■ **WORK INSTRUCTION**: Tally the lines in the data below in which the word "JSON" occurs, then give only the total.

■ **COLLECTED MATERIAL**:
_____

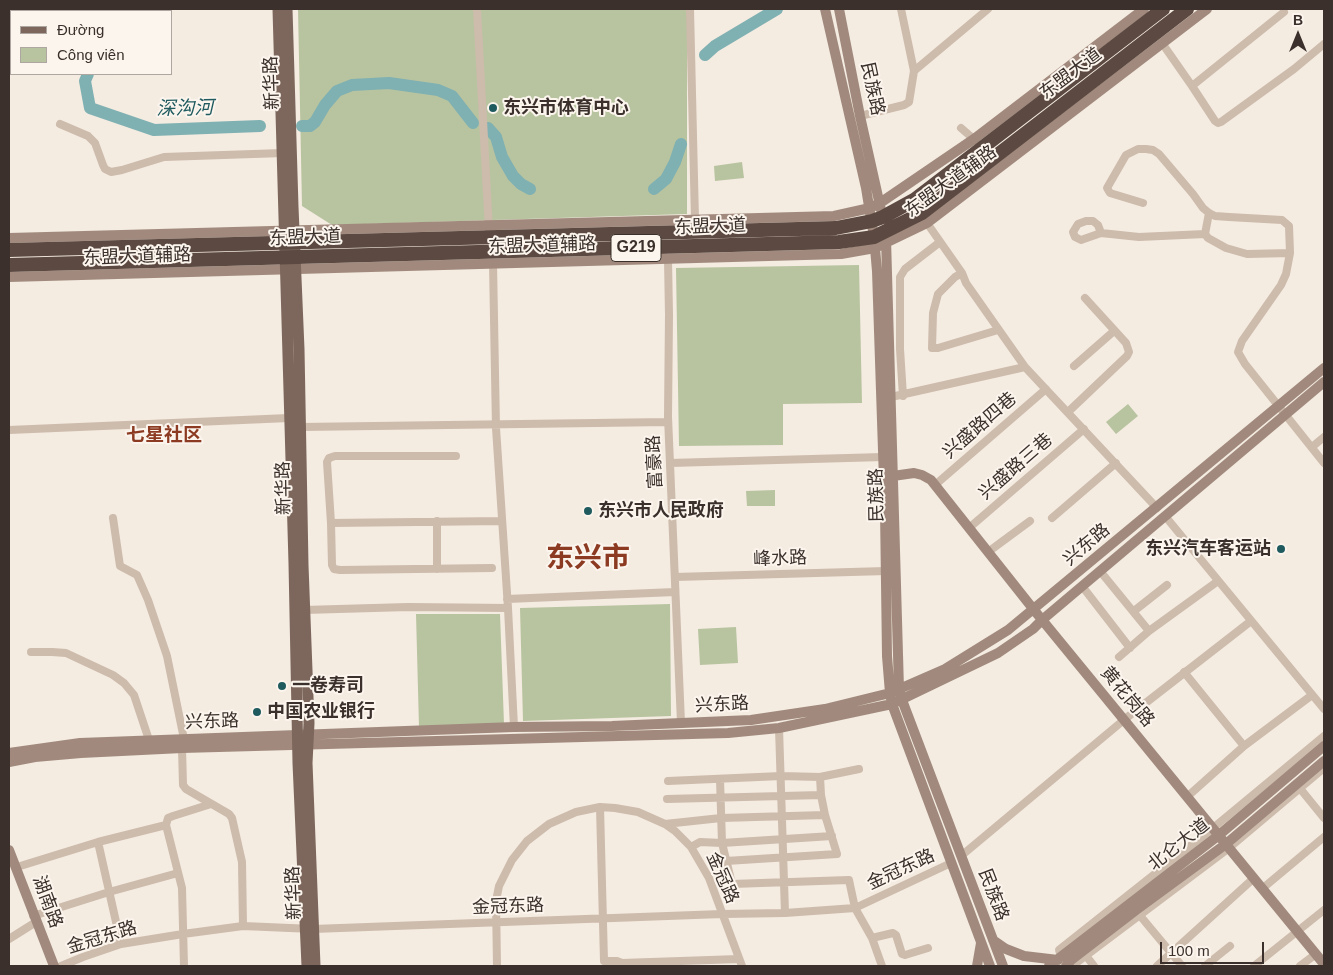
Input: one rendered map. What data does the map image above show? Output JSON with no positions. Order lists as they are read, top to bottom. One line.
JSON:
{"streets":{"highway":["东盟大道","G219"],"main road":["新华路","民族路","东盟大道辅路","兴东路","黄花岗路","北仑大道","湖南路"],"street":["兴盛路四巷","富豪路","兴盛路三巷","峰水路","金冠东路","金冠路"]},"crossings":[["东盟大道","新华路"],["东盟大道","民族路"],["东盟大道","东盟大道辅路"],["新华路","东盟大道辅路"],["新华路","兴东路"],["新华路","金冠东路"],["民族路","东盟大道辅路"],["民族路","兴东路"],["民族路","峰水路"],["民族路","黄花岗路"],["民族路","金冠东路"],["东盟大道辅路","富豪路"],["兴盛路四巷","黄花岗路"],["富豪路","兴东路"],["富豪路","峰水路"],["兴盛路三巷","黄花岗路"],["兴东路","黄花岗路"],["黄花岗路","北仑大道"],["金冠东路","金冠路"]],"districts":["七星社区","东兴市"],"water":["深沟河"],"places":["东兴市体育中心","东兴市人民政府","东兴汽车客运站","一卷寿司","中国农业银行"],"legend":["Đường","Công viên"],"scale_bar":"100 m","north":"top"}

_____

■ **WRITTEN RESPONSE**: 2